Justice Gorsuch asserted two key arguments. First, he claimed the language of the Civil Rights Act is unambiguously clear: “Sex” includes the terms “sexual orientation” and “gender identity.” Second, he claimed “homosexuality and transgender status are inextricably bound up with sex” and discrimination based on those categories inherently means discriminating based on sex.

Justice Samuel Alito, joined by Justice Clarence Thomas, and Justice Brett Kavanaugh rebuked the Court’s analysis. Justice Alito labeled the Court’s opinion an act of “legislation” and that only Congress has authority to expand legally protected classes. Both Justice Alito and Justice Kavanaugh extensively analyzed the Civil Rights Act as written in 1964, other federal and state laws, and numerous court cases and concluded that the “ordinary public meaning” of the term “sex” does not include “sexual orientation” or “gender identity.”

ERASING HUMAN NATURE

Archbishop Jose Gomez, president of the U.S. Conference of Catholic Bishops, succinctly responded: “Protecting our neighbors from unjust discrimination does not require redefining human sexuality.” But the Court did just this, as Rusty Reno, editor of First Things, observes: “Our legal regime has repudiated the Book of Genesis and the scriptural account of God as creator.”

Justice Gorsuch’s opinion affirms a flawed philosophical and theological idea that “homosexuality and transgender status are inextricably bound up with sex.” This idea is an essential element not of the law but of a more deeply problematic ideology about the meaning of sex and the human person.

As Reno further notes: “The LGBT movement began as a quest for civil rights. Over time it matured into a metaphysical project to deny the difference between men and women. Its central claim is that all moral judgments and normative expectations based on male-female differences (for example, that sex is licit only between men and women) amount to discriminatory judgments and ‘phobic’ attitudes.”

ALL TOO CERTAIN FUTURE

As Ryan Anderson of the Heritage Foundation observes: “This mistaken theory of sex discrimination will have far-reaching negative consequences down the road.”

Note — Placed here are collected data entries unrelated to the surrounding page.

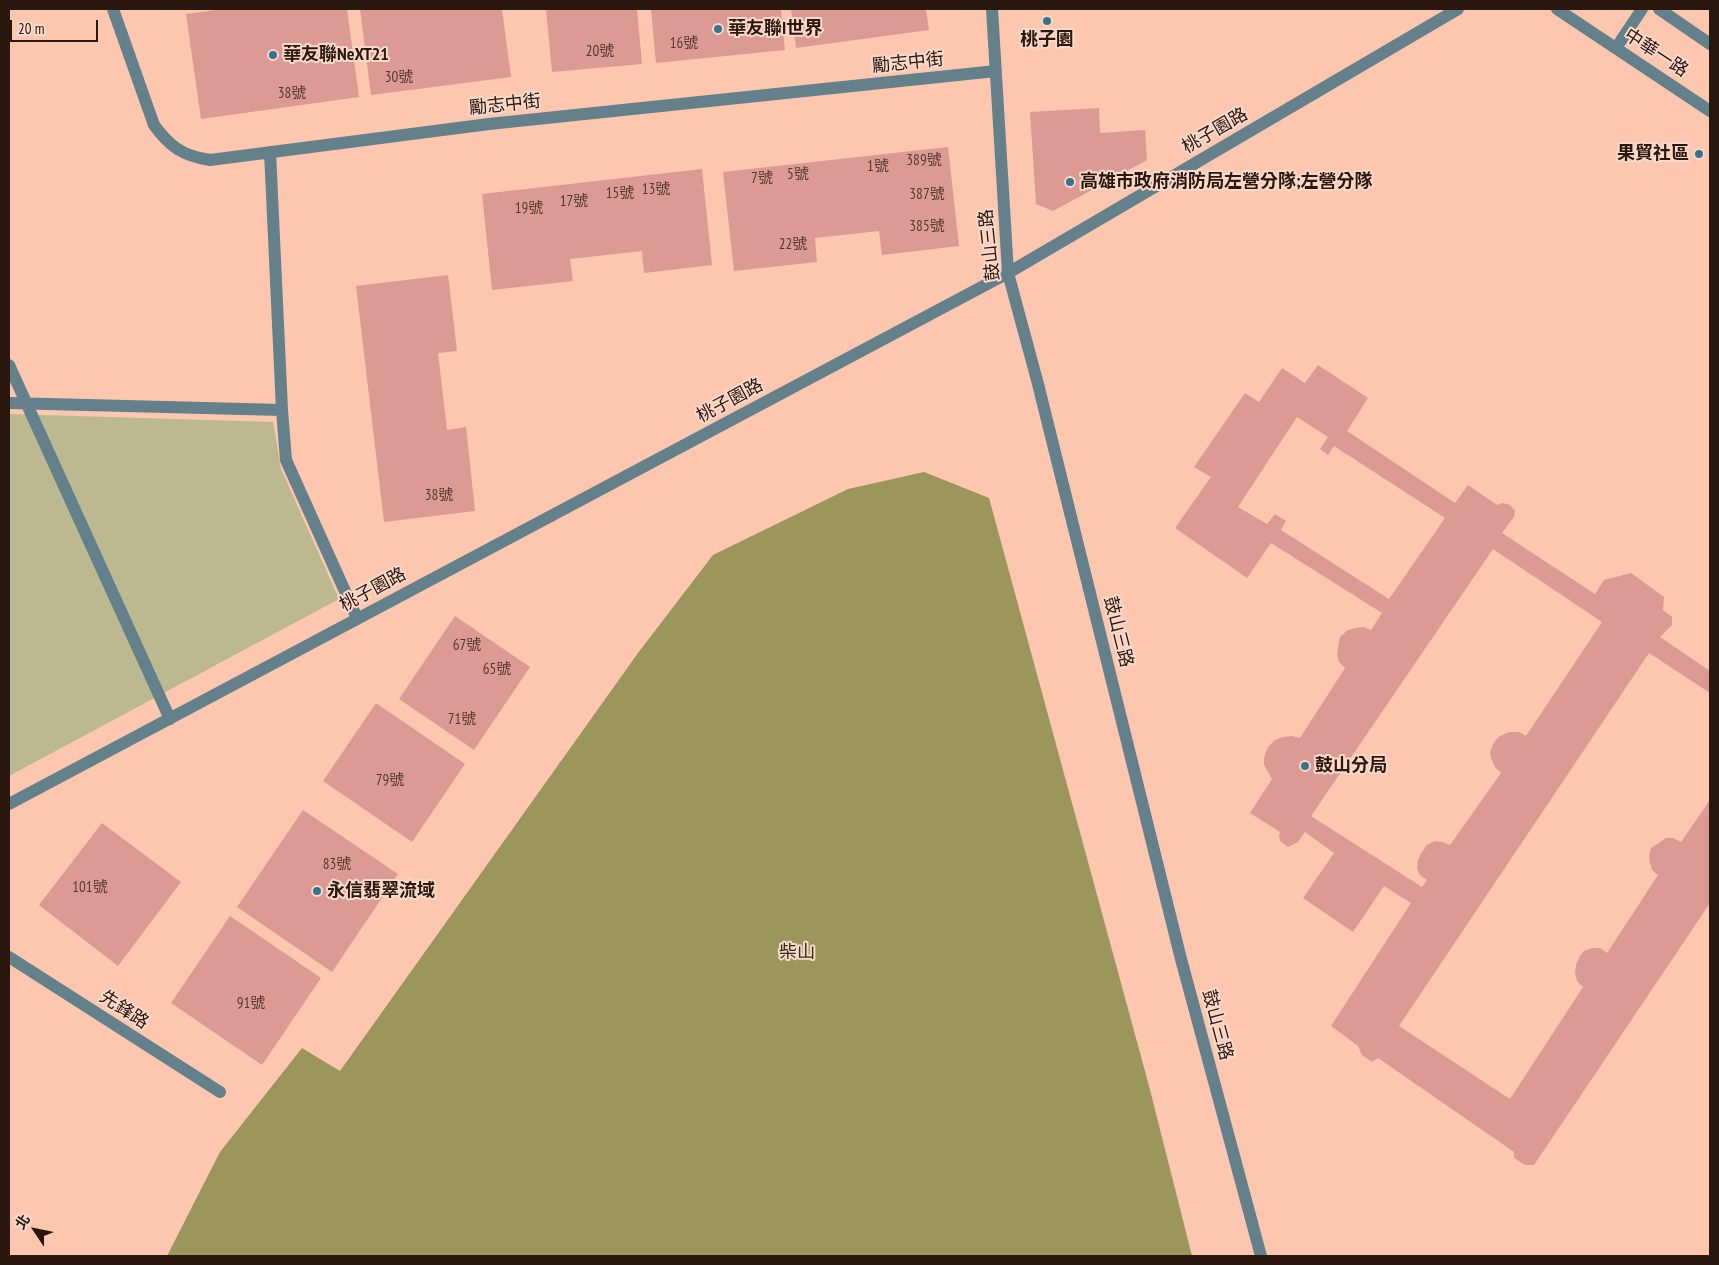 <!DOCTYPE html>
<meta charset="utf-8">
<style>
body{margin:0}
#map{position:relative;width:1719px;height:1265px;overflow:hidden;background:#fcc6af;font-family:"PT Sans Narrow","Noto Sans TC",sans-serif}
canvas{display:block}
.frame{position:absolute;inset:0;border:10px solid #2a170e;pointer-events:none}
.north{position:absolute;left:10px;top:1205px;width:50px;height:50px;-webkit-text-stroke:4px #fad9cb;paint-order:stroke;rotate:304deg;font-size:14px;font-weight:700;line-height:20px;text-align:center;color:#2a170e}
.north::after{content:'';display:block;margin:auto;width:18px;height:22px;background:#2a170e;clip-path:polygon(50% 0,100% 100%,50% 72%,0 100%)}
.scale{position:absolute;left:10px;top:20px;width:88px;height:22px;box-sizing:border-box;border:2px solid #2a170e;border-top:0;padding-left:6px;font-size:15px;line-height:18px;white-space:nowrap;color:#2a170e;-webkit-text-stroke:4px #fad9cb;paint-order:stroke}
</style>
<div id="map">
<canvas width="1719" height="1265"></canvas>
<div class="frame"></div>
<div class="north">北</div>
<div class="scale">20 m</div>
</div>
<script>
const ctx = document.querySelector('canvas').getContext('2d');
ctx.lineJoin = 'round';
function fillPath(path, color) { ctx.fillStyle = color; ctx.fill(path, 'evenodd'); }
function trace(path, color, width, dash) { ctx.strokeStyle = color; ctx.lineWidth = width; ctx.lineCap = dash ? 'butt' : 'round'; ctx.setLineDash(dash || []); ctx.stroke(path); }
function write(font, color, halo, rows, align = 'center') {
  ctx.font = font + ' "PT Sans Narrow","Noto Sans TC",sans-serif'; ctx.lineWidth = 4; ctx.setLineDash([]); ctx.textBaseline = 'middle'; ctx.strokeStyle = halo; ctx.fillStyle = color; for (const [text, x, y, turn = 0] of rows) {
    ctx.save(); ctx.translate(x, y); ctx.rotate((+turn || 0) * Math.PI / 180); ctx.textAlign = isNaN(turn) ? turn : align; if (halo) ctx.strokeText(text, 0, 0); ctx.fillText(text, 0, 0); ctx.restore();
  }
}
fillPath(new Path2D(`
 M9 414 273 422 281 469 339 599 9 776Z`), '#bcb990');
fillPath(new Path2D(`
 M924 472 989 498 1149 1086 1192 1256H167L220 1152 302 1048 340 1071 638 653 713 555 848 489Z`), '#9b965b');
fillPath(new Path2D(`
 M224 9H347L359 97 201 119 186 14Z
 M360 9H502L511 77 371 95Z
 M546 9H637L642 64 552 72Z
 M651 9H781L785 50 656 63Z
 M791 9H926L929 30 796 48Z
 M1099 108 1100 133 1145 130 1147 160 1053 211 1036 204 1030 112Z
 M948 147 959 246 882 255 879 231 815 238 817 262 734 271 723 172Z
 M702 169 712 265 644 273 642 251 570 259 573 281 492 290 482 194Z
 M448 275 457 351 438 353 447 430 466 427 475 511 384 522 356 286Z
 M1318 365 1368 398 1347 431 1455 503 1468 485 1497 505 1503 503 1510 505 1515 511 1514 517 1502 533 1595 594 1604 580 1631 573 1664 597 1663 610 1672 617V625L1660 637 1710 671V693L1649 653 1399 1026 1510 1099 1583 987 1577 981 1575 973 1576 965 1580 956 1584 951 1592 948H1600L1607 953 1658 875 1652 870 1650 863 1649 856 1651 848 1666 838H1673L1681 842 1710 800V903L1534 1165H1525L1514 1158V1152L1378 1058 1372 1062 1362 1055 1358 1046 1331 1026 1411 903 1384 886 1353 932 1303 898 1334 853 1305 832 1298 842 1288 847 1280 841 1279 836 1280 832 1250 813 1272 779 1264 765V758L1268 747 1275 740 1283 737 1292 736 1300 738 1345 668 1339 662 1337 654 1340 637 1348 630 1356 628 1364 627 1371 630 1382 613 1271 543 1247 578 1175 528 1211 477 1194 467 1245 393 1259 402 1282 368 1305 383ZM1297 417 1328 437 1320 449 1328 455 1334 446 1445 518 1389 599 1281 530 1286 521 1275 514 1267 524 1238 507ZM1493 549 1602 622 1526 736 1519 732H1509L1500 736 1494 742 1490 752 1491 758 1495 767 1501 773 1450 845 1443 842 1435 841 1427 845 1422 852 1418 860 1417 868 1420 875 1427 880 1422 887 1311 816Z
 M455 616 530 667 474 750 399 699Z
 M376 703 465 764 412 842 323 781Z
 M303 810 398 874 332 972 237 907Z
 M102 823 181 882 118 966 39 905Z
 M230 916 321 978 262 1065 171 1003Z`), '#dc9a94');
trace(new Path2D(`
 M113 9 154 125C170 147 183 156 210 160L489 124 996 71
 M992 9 1008 273 1038 384 1181 959 1261 1256
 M1557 9 1710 111
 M1659 9 1710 44
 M1616 48 1642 9
 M270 152 282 410 286 460 357 618
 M9 365 170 719
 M9 403 282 410
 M9 804 1008 273 1458 9
 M9 957 220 1092`), '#64808b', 12);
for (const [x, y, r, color] of [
 [1047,21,5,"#37748b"],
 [718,29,5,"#37748b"],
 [273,55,5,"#37748b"],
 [1699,154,5,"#37748b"],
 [1070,182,5,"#37748b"],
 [1305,766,5,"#37748b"],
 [317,891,5,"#37748b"]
]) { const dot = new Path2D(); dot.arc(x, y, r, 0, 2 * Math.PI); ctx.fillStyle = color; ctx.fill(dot); trace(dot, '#fad9cb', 2); }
write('15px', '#563830', null, [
 ["16號",684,44],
 ["20號",600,52],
 ["30號",399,78],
 ["38號",292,94],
 ["389號",924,161],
 ["1號",878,167],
 ["5號",798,175],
 ["7號",762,179],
 ["13號",656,190],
 ["15號",620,194],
 ["387號",927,195],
 ["17號",574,202],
 ["19號",529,209],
 ["385號",927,227],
 ["22號",793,245],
 ["38號",439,496],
 ["67號",467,646],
 ["65號",497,670],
 ["71號",462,720],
 ["79號",390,781],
 ["83號",337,865],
 ["101號",90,888],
 ["91號",251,1004]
]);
write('bold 18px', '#2a170e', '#fad9cb', [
 ["華友聯I世界",728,29],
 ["桃子園",1047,40,"center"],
 ["華友聯NeXT21",283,55],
 ["果貿社區",1689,154,"right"],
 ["高雄市政府消防局左營分隊;左營分隊",1080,182],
 ["鼓山分局",1315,766],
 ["永信翡翠流域",327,891]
], 'left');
write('18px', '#2a170e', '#fad9cb', [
 ["中華一路",1656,53,33],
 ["勵志中街",908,63,-6],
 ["勵志中街",505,105,-6],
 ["桃子園路",1215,131,-30],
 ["鼓山三路",990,245,-96],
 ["桃子園路",730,401,-28],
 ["桃子園路",373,590,-28],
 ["鼓山三路",1118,632,76],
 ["先鋒路",124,1010,33],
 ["鼓山三路",1217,1025,75]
]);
write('18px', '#2f2c11', '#fad9cb', [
 ["柴山",797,953]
]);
</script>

Justice Gorsuch asserted that Bostock did not address issues such as religious liberty, women’s sports and single-sex bathrooms. Numerous commentators have rejected this seemingly disingenuous claim. Instead they have predicted it is only a matter of time before LGBT rights activists rush to lower courts throughout the country and demand that the “mercilessness of logic,” as Professor Robert George puts it, be applied to other areas of the law, including “the eventual destruction of all women’s sports.”

While Bostock represents another cultural erosion of human sexuality, it would not be fitting for a Christian to lose hope. Russell Moore, president of the Ethics and Religious Liberty Commission, envisions this moment as an opportunity for an “ongoing demonstration of counter-cultural fidelity, accountability, love, and a recognition of the kinds of limits that make human life good and livable.”

He continues: “We can be the people who recognize that those who disagree with us are our mission field, to be persuaded, not a sparring partner to denounce. We must have both conviction and kindness, both courage and patience, both truth and grace.”

This is the task ahead of us – and a task for which we must invoke the divine assistance of the Creator himself.